Translation Engineering:

• Understanding the role of diphthamide in maintaining translation fidelity could inform the development of improved protein expression systems with enhanced accuracy.

• Engineered EF2 and dphB variants could potentially be used to incorporate non-canonical amino acids at specific positions, expanding the toolkit for protein engineering.

• The insights gained from studying archaeal translation systems could inspire novel approaches to manipulating protein synthesis in biotechnologically relevant organisms.

Extremozyme Applications:

• Structural insights from T. neutrophilus dphB could reveal general principles of protein thermostabilization applicable to other enzymes of industrial interest.

• Chimeric proteins incorporating thermostability elements from dphB could enhance the performance of other enzymes under harsh conditions.

• The combination of thermal stability and precise substrate recognition exemplified by dphB could inspire designer enzymes for specific biotechnological applications.

Antimicrobial Development:

• The differences between archaeal and eukaryotic diphthamide biosynthesis pathways could potentially be exploited for the development of selective antifungal compounds.

• Understanding the diphthine synthase mechanism could inform strategies to block pathogenic eukaryotes' translation systems while sparing human enzymes.

These potential applications highlight the value of basic research on archaeal enzymes like T. neutrophilus dphB for advancing biotechnology beyond the immediate scope of archaeal biology.

What interdisciplinary approaches might yield the most significant advances in understanding dphB function and applications?

Advancing our understanding of dphB will likely require integrative approaches spanning multiple disciplines:

Structural Biology + Computational Chemistry:

• Integration of experimental structural techniques (X-ray crystallography, cryo-EM) with computational approaches (molecular dynamics, quantum mechanics/molecular mechanics) would provide unprecedented insights into the catalytic mechanism of dphB at atomic resolution.

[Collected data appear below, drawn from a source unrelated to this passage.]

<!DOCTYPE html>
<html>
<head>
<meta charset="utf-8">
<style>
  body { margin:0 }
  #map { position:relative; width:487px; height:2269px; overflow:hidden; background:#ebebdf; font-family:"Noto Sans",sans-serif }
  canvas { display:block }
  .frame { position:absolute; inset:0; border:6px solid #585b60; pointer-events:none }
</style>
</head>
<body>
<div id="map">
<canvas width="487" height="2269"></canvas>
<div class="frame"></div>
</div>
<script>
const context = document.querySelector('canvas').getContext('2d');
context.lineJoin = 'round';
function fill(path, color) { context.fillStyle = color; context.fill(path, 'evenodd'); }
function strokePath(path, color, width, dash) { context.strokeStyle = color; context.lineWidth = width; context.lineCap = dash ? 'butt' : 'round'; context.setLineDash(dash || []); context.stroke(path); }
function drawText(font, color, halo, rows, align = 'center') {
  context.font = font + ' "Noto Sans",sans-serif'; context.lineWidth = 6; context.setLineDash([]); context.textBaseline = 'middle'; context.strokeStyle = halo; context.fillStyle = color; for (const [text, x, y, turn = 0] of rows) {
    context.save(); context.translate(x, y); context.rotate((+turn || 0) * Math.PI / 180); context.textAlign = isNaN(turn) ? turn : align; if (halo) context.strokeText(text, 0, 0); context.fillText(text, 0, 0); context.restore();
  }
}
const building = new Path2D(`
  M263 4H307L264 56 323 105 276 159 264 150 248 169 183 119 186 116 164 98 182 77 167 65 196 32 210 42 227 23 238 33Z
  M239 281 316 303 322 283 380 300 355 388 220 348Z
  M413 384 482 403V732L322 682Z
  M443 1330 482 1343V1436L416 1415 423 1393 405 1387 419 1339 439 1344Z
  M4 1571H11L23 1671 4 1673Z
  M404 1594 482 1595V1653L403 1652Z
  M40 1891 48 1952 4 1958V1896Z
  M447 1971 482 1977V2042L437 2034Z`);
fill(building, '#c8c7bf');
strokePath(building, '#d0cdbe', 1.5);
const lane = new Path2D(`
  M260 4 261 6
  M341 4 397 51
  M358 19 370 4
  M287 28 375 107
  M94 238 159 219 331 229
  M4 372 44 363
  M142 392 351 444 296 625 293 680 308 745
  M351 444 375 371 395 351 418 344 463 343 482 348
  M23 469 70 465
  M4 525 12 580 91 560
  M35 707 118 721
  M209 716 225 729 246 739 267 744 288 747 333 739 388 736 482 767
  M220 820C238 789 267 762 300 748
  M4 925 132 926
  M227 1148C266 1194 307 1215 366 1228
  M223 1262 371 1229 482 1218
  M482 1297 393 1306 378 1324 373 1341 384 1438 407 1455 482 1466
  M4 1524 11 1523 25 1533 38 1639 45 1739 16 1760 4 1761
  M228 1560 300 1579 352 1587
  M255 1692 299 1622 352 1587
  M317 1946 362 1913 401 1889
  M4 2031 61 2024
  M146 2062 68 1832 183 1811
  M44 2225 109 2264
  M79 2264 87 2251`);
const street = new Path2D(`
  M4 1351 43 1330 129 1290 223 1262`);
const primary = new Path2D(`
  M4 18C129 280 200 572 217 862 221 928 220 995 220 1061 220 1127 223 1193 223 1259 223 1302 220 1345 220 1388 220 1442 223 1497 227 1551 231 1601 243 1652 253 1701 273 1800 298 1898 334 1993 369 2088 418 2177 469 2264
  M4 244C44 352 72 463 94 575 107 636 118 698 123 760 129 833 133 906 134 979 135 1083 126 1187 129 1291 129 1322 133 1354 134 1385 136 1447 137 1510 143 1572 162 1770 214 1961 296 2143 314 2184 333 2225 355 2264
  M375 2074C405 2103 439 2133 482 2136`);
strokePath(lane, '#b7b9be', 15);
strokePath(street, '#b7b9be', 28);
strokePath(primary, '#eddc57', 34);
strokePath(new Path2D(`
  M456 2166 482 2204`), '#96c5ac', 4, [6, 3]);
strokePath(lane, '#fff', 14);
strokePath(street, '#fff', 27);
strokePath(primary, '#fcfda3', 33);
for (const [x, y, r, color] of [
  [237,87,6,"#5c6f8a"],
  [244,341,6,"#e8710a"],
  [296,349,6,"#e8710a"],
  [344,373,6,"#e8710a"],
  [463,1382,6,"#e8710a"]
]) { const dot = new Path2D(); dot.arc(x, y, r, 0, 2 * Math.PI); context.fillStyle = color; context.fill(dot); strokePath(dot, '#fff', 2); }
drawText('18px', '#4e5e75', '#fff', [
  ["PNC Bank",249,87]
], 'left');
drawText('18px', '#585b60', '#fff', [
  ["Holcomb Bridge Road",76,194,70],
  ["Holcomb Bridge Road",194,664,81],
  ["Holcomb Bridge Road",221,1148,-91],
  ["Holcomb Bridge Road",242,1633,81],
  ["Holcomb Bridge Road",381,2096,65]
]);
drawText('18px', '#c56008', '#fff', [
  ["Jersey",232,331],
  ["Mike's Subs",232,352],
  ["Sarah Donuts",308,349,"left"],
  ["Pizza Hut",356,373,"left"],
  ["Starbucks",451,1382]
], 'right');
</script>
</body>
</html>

• This combination could reveal how the enzyme achieves substrate specificity, catalyzes methyl transfer, and maintains stability at high temperatures.

• Computational structure-based design could guide the engineering of dphB variants with novel properties or substrate specificities.

Systems Biology + Synthetic Biology:

• Combining global -omics approaches (transcriptomics, proteomics, metabolomics) with targeted genetic manipulations would illuminate how dphB function integrates with broader cellular processes.

• Synthetic biology approaches could enable reconstruction of the complete diphthamide biosynthesis pathway in heterologous hosts for detailed mechanistic studies.

• These approaches could reveal regulatory networks controlling dphB expression and activity in response to environmental conditions.

Evolutionary Biology + Comparative Biochemistry:

• Phylogenomic analyses combined with biochemical characterization of dphB from diverse archaeal lineages would illuminate the evolutionary trajectory of this enzyme.

• This integration could identify natural variants with distinct properties potentially valuable for biotechnological applications.

• Ancestral sequence reconstruction and resurrection could provide insights into the evolution of thermostability and substrate specificity.

Biophysics + Chemical Biology:

• Application of advanced biophysical techniques (single-molecule FRET, hydrogen-deuterium exchange MS) with chemical probes would allow detailed investigation of dphB dynamics during catalysis.

• This combination could reveal conformational changes, interaction interfaces, and reaction intermediates.

• Development of activity-based probes specific for dphB would enable monitoring of its activity in complex biological systems.